Top of The data

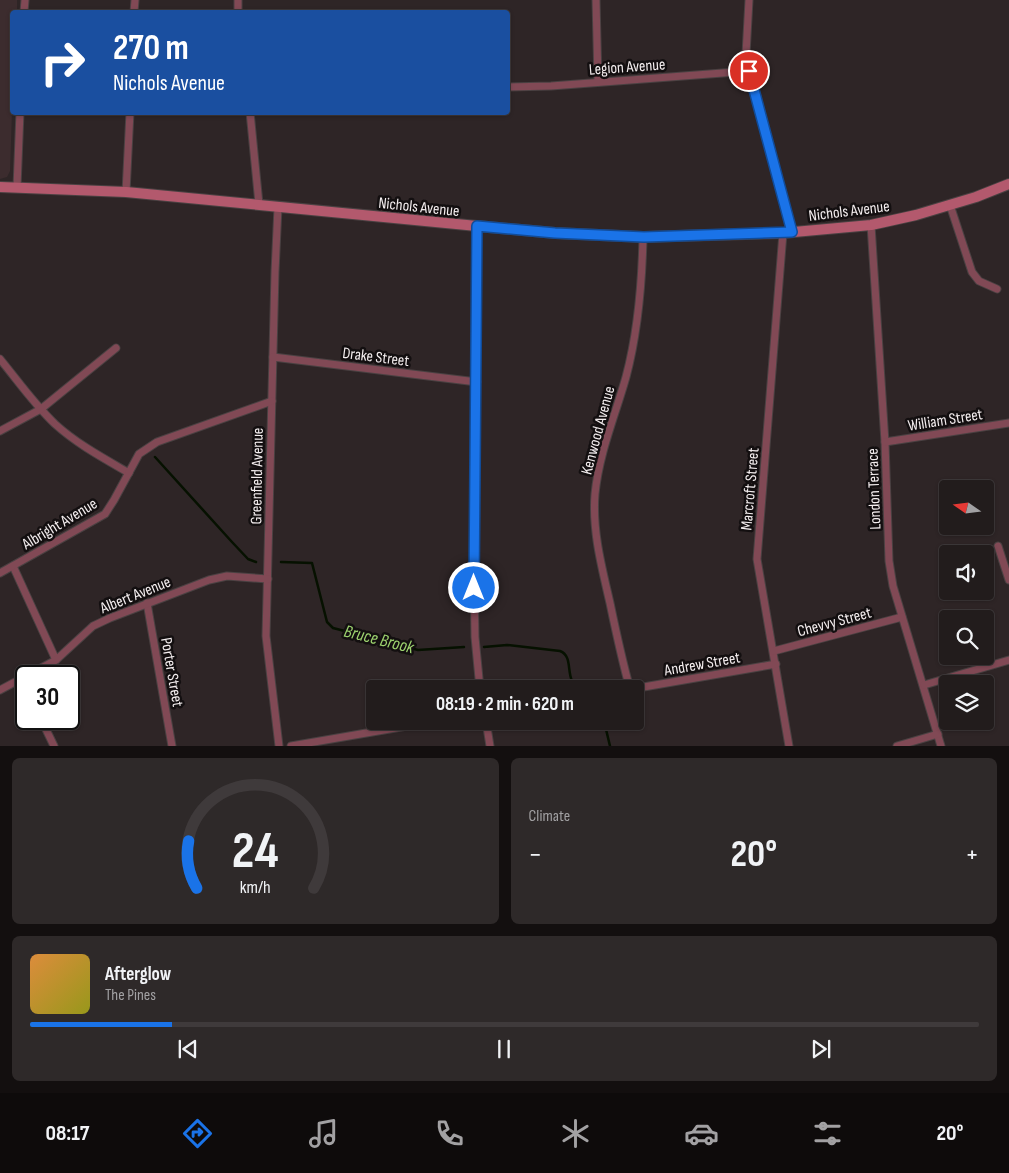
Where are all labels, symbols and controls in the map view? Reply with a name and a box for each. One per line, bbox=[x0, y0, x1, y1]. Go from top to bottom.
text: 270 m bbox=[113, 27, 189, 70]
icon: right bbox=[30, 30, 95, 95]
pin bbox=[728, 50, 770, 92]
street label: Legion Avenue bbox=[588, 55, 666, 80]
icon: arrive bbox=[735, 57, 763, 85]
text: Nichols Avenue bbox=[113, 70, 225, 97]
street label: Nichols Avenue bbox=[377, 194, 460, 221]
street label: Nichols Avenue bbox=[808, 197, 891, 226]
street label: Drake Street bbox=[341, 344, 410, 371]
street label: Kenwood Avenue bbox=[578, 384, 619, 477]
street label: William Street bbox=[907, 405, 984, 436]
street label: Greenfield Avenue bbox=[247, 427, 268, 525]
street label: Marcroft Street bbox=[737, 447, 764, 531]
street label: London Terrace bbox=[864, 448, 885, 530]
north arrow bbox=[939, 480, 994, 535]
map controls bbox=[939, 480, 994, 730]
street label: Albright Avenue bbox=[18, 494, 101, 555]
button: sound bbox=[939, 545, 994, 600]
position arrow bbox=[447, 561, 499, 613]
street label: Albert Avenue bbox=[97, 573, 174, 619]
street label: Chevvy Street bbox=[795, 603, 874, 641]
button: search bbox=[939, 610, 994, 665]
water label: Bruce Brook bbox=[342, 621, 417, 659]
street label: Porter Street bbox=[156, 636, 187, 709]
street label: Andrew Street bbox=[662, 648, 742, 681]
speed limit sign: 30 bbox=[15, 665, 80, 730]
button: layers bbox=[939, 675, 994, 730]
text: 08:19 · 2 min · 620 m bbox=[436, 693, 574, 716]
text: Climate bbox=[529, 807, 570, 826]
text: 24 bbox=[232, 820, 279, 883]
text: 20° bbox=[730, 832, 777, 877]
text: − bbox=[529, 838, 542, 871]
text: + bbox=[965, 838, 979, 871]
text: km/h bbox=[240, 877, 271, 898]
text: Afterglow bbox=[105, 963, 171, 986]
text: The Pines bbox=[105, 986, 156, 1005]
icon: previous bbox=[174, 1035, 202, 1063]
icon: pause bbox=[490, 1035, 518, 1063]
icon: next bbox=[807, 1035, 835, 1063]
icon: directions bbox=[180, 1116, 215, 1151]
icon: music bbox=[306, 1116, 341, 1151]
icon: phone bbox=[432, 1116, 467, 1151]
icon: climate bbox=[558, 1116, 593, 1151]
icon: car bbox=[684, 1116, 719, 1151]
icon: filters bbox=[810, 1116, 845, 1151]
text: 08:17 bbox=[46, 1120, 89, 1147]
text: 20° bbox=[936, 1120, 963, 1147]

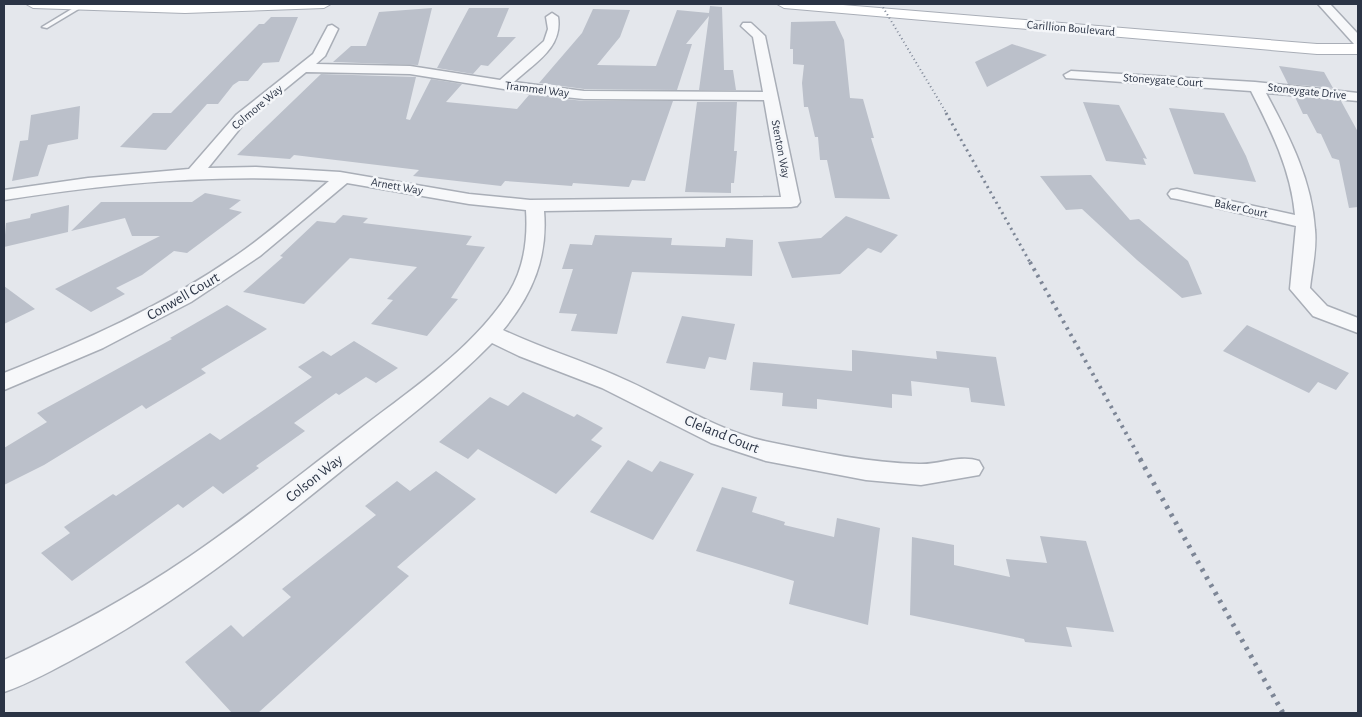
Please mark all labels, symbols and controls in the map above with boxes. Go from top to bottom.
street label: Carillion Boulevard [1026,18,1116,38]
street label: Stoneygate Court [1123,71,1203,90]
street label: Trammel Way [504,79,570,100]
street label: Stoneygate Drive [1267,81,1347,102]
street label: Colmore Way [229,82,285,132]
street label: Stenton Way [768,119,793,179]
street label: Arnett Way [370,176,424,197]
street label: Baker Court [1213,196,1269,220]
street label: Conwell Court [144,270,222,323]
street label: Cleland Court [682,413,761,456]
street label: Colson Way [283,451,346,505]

Bottom of The data

Task details
Find each line in the data above with the word "labels", then copy it.

Your response
Where are all labels, symbols and controls in the map view? Reply with a name and a box for each. One per line, bbox=[x0, y0, x1, y1]. Go from top to bottom.
Please mark all labels, symbols and controls in the map above with boxes. Go from top to bottom.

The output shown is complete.